One intelligence insider said Cohen should replace Charlie Allen as chief of Information and Analysis (IA) at the Homeland Security Department. When Allen came to DHS in 2005, he'd already spent a half century at CIA.
"Cohen has built the best homeland security Intel organization in the country" at the NYPD, this person said, "much better than DHS/IA and comparable with both the DI and DO [the CIA's directorates of Intelligence and Operations] but at a localized level."
Many would agree.
A GOP lobbyist and fundraiser with close ties to the White House has quit a Homeland Security Department advisory committee following allegations of influence peddling and quid pro quo donations to the Bush presidential library.

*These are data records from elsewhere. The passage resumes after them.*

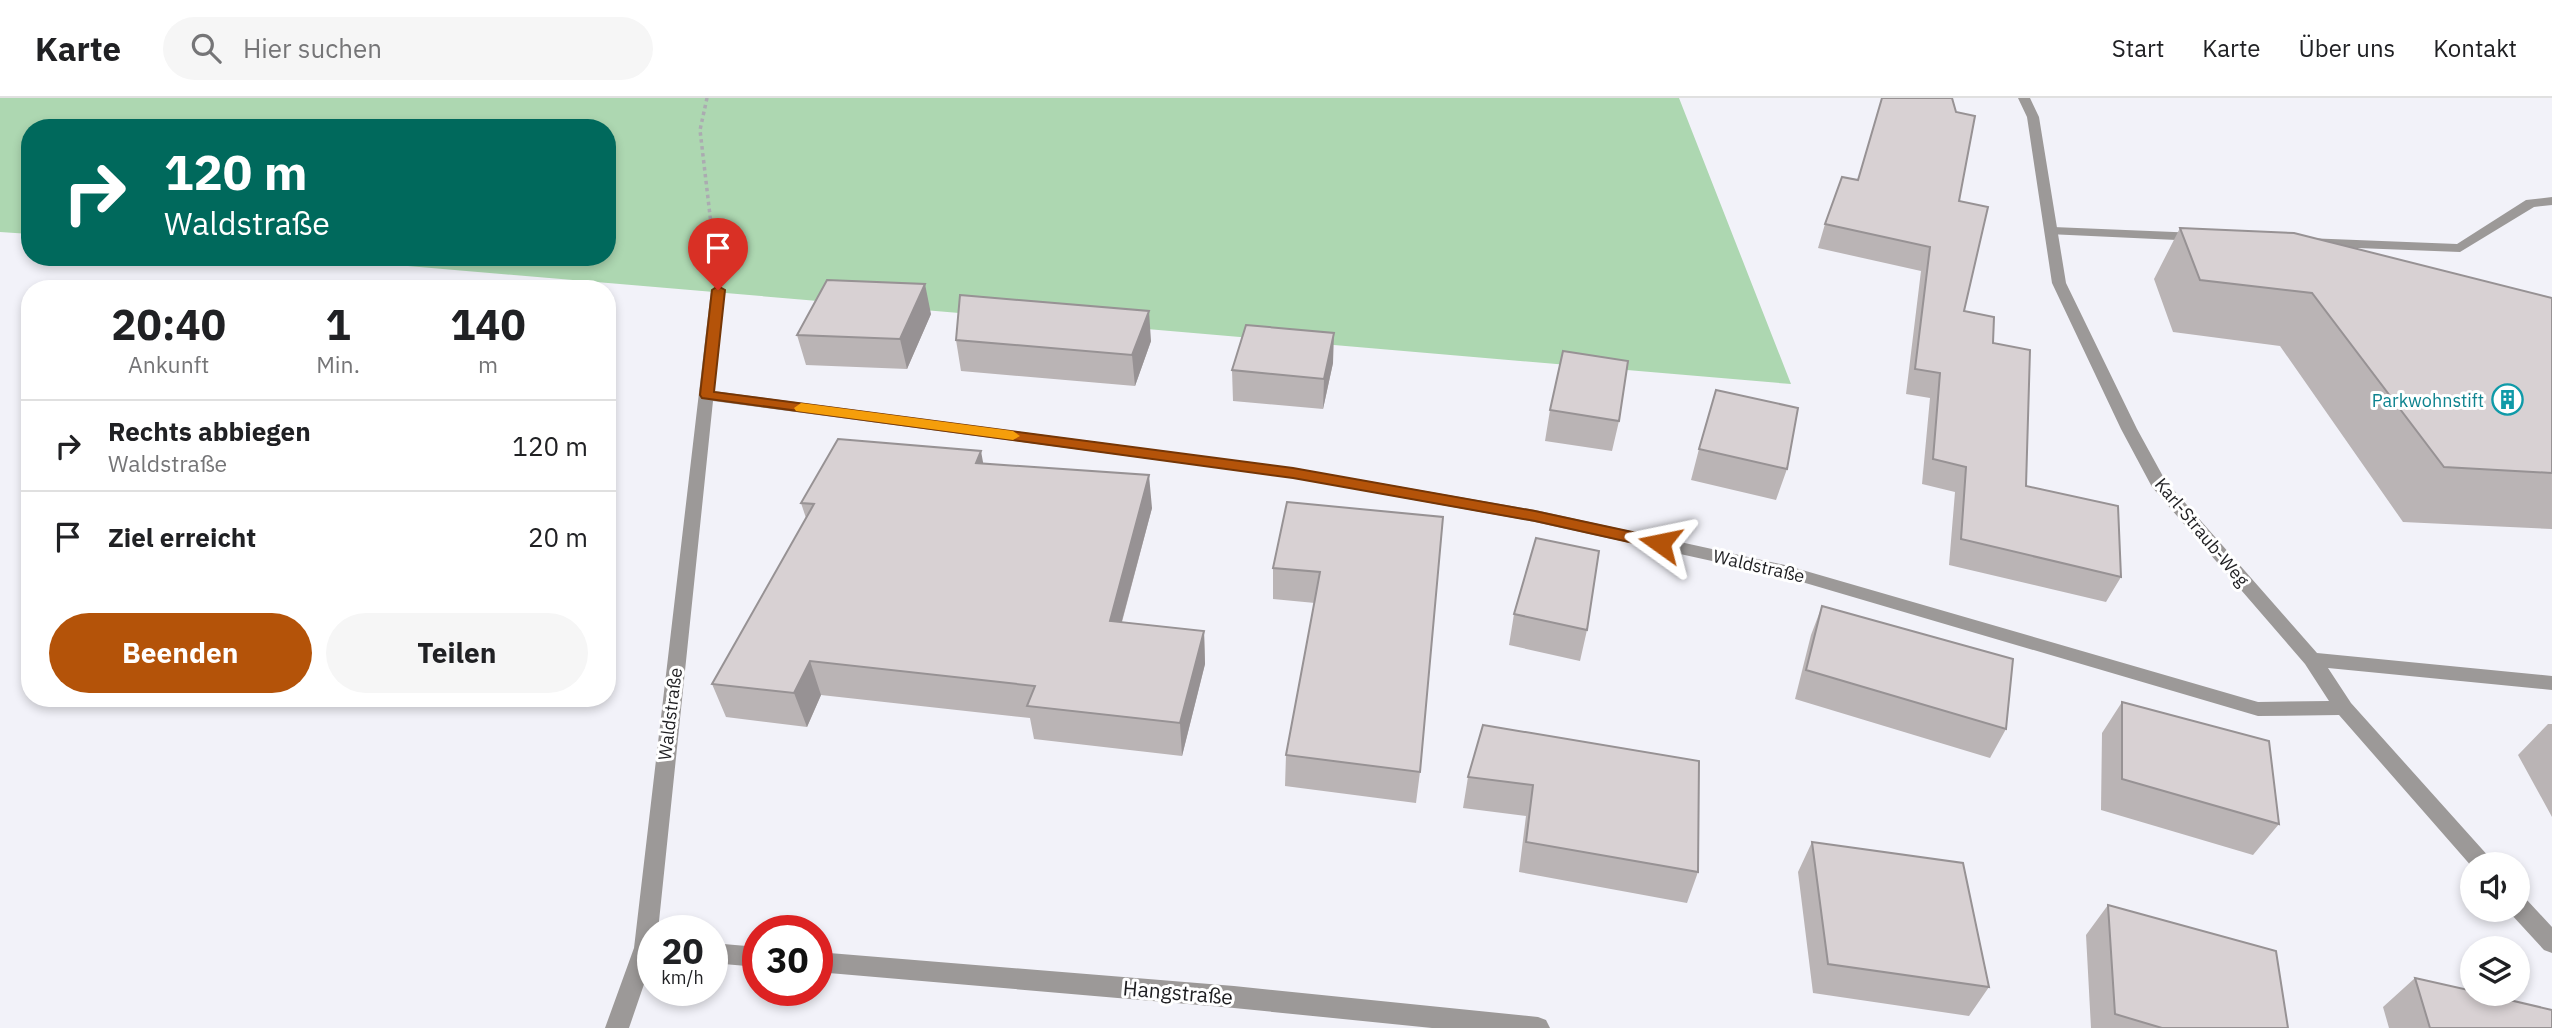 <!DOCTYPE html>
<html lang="de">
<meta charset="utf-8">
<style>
:root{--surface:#fff;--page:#f6f6f6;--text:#202124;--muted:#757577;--line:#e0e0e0;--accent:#b45309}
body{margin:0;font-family:"IBM Plex Sans",sans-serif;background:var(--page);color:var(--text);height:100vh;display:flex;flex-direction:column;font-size:26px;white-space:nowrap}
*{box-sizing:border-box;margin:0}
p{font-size:23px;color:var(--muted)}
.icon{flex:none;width:38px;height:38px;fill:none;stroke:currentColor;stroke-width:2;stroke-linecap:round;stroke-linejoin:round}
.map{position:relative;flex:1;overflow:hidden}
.panel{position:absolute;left:21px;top:182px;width:595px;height:427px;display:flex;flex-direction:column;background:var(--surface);border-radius:28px;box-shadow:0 4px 10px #0003}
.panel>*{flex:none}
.top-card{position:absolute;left:21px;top:21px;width:595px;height:147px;border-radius:28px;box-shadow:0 4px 10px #0003;background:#00695c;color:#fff;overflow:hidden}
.tools{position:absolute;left:2460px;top:754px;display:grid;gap:14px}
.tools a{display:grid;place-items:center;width:70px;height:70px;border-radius:50%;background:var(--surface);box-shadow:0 4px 10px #0003;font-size:35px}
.speed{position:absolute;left:637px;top:817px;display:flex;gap:14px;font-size:35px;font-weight:700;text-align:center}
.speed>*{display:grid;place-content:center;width:91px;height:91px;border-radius:50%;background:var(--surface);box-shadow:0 4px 10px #0003;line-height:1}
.speed small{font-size:18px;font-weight:400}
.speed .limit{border:10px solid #d22;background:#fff;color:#111}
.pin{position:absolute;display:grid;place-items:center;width:60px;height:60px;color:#fff;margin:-72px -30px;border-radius:50% 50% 50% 0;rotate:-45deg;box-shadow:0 0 7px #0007}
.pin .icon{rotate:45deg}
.me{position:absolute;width:77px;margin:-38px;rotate:282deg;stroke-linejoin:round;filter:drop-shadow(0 0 5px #0008)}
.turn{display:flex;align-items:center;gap:24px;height:147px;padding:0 28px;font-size:32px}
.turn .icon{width:91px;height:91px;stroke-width:2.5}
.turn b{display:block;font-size:49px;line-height:60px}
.eta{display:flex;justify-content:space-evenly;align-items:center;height:119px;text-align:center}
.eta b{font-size:42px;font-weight:700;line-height:49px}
.primary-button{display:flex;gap:14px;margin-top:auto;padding:14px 28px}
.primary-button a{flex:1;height:80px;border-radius:42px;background:var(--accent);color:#fff;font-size:28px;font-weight:700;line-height:80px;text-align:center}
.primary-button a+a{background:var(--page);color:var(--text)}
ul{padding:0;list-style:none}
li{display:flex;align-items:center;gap:21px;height:91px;padding:0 28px;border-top:2px solid var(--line)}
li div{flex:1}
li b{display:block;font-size:26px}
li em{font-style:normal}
header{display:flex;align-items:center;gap:42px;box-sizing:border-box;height:98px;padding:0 35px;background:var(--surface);border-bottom:2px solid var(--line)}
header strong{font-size:33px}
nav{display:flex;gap:38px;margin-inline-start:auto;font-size:24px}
.search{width:490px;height:63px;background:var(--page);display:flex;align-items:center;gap:18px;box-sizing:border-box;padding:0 24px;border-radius:38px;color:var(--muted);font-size:26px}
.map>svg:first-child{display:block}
.green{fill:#add7b1}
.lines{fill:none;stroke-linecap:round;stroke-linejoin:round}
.path{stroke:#ababb1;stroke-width:3.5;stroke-dasharray:3.5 3.5;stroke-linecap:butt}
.lane{fill:#9c9998;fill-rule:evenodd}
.street{fill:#9c9998;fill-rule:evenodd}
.wall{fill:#bab4b5}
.shaded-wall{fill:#979294}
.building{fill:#d8d1d3;stroke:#979294;stroke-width:2}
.route{fill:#b45309;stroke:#753606;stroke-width:2}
.slow{fill:#f59e0b}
.labels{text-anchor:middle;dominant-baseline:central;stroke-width:6;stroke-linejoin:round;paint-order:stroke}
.culture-label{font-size:18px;fill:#0d838f;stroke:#fff;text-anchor:end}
.street-label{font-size:18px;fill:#1e1e21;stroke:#fff}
.near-street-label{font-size:21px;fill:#1e1e21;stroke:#fff}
</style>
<header>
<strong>Karte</strong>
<div class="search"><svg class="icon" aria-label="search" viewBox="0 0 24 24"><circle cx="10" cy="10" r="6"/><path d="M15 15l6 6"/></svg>Hier suchen</div>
<nav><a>Start</a><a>Karte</a><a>Über uns</a><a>Kontakt</a></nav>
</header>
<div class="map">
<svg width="2552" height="930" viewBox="0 0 2552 930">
<rect width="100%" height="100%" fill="#f2f2f9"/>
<path class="green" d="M 0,0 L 1679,0 L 1791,286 L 303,159 L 607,159 L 607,30 L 30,30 L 30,136 L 0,134 Z"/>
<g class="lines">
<path class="path" d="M 707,0 L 700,32 L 715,160"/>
<path class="lane" d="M 2552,99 L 2552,107 L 2534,109 L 2460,154 L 2306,148 L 2299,144 L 2306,140 L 2457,146 L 2526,102 Z
M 2053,129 L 2198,135 L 2205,139 L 2198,143 L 2048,136 L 2048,130 Z"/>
<path class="street" d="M 2018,0 L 2030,0 L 2039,19 L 2066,185 L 2137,331 L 2165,382 L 2317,555 L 2552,578 L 2552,592 L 2328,570 L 2351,605 L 2490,760 L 2492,766 L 2473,766 L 2473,770 L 2339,617 L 2258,618 L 1785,479 L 1535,424 L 1293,380 L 713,303 L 658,833 L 653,833 L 653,860 L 629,930 L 605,930 L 634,850 L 711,192 L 718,188 L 725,192 L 714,293 L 1293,370 L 1535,412 L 1785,467 L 2258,604 L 2329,603 L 2305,566 L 2152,389 L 2121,331 L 2052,185 L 2027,19 Z
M 2518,799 L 2526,801 L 2552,829 L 2552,855 L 2544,852 L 2510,815 L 2509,812 L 2518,812 Z
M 712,845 L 758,849 L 758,869 L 712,865 Z
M 817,854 L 1234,888 L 1538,919 L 1546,922 L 1550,930 L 1432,930 L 1234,910 L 817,874 Z"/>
</g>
<path class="wall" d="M 1857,82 L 1959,103 L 1964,213 L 1993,245 L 2026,388 L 2121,479 L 2106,504 L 1949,467 L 1955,394 L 1922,386 L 1930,300 L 1906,296 L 1921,173 L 1818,150 L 1825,126 Z
M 2180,130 L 2552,200 L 2552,431 L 2403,424 L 2280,248 L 2173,234 L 2154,181 Z
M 931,216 L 907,271 L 806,267 L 797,237 Z
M 956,242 L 1151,243 L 1135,288 L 961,273 Z
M 1333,265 L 1323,311 L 1233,303 L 1232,272 Z
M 1550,312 L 1619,323 L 1612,353 L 1545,343 Z
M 1699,351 L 1787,371 L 1776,402 L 1691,382 Z
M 983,365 L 1152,410 L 1122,524 L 1204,533 L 1205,566 L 1182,658 L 1034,641 L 1030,620 L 821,597 L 807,629 L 726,619 L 712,586 L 806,420 L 801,405 Z
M 1287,404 L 1420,674 L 1416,705 L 1285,688 L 1286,657 L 1315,505 L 1273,501 L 1273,470 Z
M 1822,508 L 2006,631 L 1990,660 L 1795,601 L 1811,537 Z
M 1514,516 L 1587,532 L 1580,563 L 1509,547 Z
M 2122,604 L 2279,726 L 2253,757 L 2101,712 L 2102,635 Z
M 2548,626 L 2552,626 L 2552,719 L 2518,657 Z
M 1699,663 L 1698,774 L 1687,805 L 1519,774 L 1526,718 L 1463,710 L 1468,679 Z
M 1812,744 L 1989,889 L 1969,918 L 1813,895 L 1798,774 Z
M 2108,807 L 2288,930 L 2091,930 L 2086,837 Z
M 2415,880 L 2552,930 L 2389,930 L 2383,909 Z"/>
<path class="shaded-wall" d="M 925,186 L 931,216 L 907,271 L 900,241 Z
M 1149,213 L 1151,243 L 1135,288 L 1132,257 Z
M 1334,235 L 1333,265 L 1323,311 L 1324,281 Z
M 981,353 L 987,386 L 976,365 Z
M 1149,377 L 1152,410 L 1113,556 L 1110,523 Z
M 1204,533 L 1205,566 L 1182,658 L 1180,625 Z
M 810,563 L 821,597 L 807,629 L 794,595 Z"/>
<path class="building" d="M 1882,0 L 1952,0 L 1956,14 L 1975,18 L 1959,103 L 1988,109 L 1964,213 L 1994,219 L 1993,245 L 2030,252 L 2026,388 L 2118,408 L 2121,479 L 1961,441 L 1966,369 L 1933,361 L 1940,275 L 1915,271 L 1930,149 L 1825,126 L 1842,79 L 1858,82 Z
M 2180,130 L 2294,135 L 2552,200 L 2552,375 L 2444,369 L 2312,195 L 2200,182 Z
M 827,182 L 925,186 L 900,241 L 797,237 Z
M 960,197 L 1149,213 L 1132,257 L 956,242 Z
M 1246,227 L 1334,235 L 1324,281 L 1232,272 Z
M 1563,253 L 1628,263 L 1619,323 L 1550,312 Z
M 1716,292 L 1798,310 L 1787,371 L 1699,351 Z
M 838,341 L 981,353 L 976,365 L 1149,377 L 1110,523 L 1204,533 L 1180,625 L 1027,608 L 1035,588 L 810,563 L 794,595 L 712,586 L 814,406 L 801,405 Z
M 1287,404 L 1443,419 L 1420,674 L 1286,657 L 1320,474 L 1273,470 Z
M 1536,440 L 1599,453 L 1587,532 L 1514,516 Z
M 1822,508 L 2013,561 L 2006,631 L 1806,572 Z
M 2122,604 L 2269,643 L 2279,726 L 2122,681 Z
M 1483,627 L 1699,663 L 1698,774 L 1526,744 L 1533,687 L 1468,679 Z
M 1812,744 L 1963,765 L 1989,889 L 1828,866 Z
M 2108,807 L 2276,853 L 2288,930 L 2162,930 L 2115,916 Z
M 2415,880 L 2473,893 L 2473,896 L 2484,896 L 2552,912 L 2552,930 L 2430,930 Z"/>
<path class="route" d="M 718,188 L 725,192 L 714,294 L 1293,370 L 1535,413 L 1660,440 L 1668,445 L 1660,451 L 1535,423 L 1293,380 L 702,300 L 700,297 L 712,192 Z"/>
<path class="slow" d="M 801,305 L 1013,333 L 1020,338 L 1013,342 L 796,313 L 794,310 Z"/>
<defs>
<symbol id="building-ring" viewBox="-11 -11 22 22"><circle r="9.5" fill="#fff" stroke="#0f9aa8" stroke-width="1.5"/><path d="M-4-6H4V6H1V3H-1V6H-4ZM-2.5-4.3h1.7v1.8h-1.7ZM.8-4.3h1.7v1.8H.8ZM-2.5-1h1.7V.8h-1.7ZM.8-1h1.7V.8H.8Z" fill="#0f9aa8"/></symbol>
</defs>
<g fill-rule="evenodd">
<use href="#building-ring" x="2490" y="284" width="35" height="35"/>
</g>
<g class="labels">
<g class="culture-label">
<text x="2484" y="302">Parkwohnstift</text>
</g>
<g class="street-label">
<text transform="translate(2202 434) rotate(50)">Karl-Straub-Weg</text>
<text transform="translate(1759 468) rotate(13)">Waldstraße</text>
<text transform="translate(670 616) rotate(-83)">Waldstraße</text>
</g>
<g class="near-street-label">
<text transform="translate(1178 894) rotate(5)">Hangstraße</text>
</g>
</g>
</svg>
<div class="tools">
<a><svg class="icon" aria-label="sound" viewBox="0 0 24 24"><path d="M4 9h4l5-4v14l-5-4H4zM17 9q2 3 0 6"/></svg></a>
<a><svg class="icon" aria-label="layers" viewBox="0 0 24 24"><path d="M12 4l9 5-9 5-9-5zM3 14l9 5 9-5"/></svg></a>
</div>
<div class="speed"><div>20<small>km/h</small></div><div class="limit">30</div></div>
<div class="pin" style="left:718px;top:192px;background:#d93025"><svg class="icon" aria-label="arrive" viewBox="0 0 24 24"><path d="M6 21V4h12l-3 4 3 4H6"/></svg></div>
<svg class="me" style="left:1660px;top:445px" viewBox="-20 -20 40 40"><path d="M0-17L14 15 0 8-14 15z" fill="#b45309" stroke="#fff" stroke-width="4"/></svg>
<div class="top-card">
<div class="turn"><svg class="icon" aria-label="right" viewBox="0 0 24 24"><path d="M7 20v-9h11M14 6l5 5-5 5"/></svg><div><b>120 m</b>Waldstraße</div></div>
</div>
<section class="panel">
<div class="eta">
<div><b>20:40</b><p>Ankunft</p></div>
<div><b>1</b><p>Min.</p></div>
<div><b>140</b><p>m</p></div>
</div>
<ul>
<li><svg class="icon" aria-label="right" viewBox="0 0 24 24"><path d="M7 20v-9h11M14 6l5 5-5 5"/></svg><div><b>Rechts abbiegen</b><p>Waldstraße</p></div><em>120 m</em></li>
<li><svg class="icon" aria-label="arrive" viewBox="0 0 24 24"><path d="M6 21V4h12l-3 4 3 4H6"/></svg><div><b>Ziel erreicht</b></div><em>20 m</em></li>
</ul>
<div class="primary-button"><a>Beenden</a><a>Teilen</a></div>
</section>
</div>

Department spokeswoman Laura Keehner confirmed to United Press International that Stephen Payne was asked to resign after being surreptitiously videotaped by a British newspaper apparently offering to arrange meetings with senior administration officials in return for a six-figure fee, including a quarter-million-dollar donation to the library.
"The department asked him to step down" from his post on the Secure Borders and Open Doors Subcommittee of the Homeland Security Advisory Council, Keehner said, declining to comment on the reasons.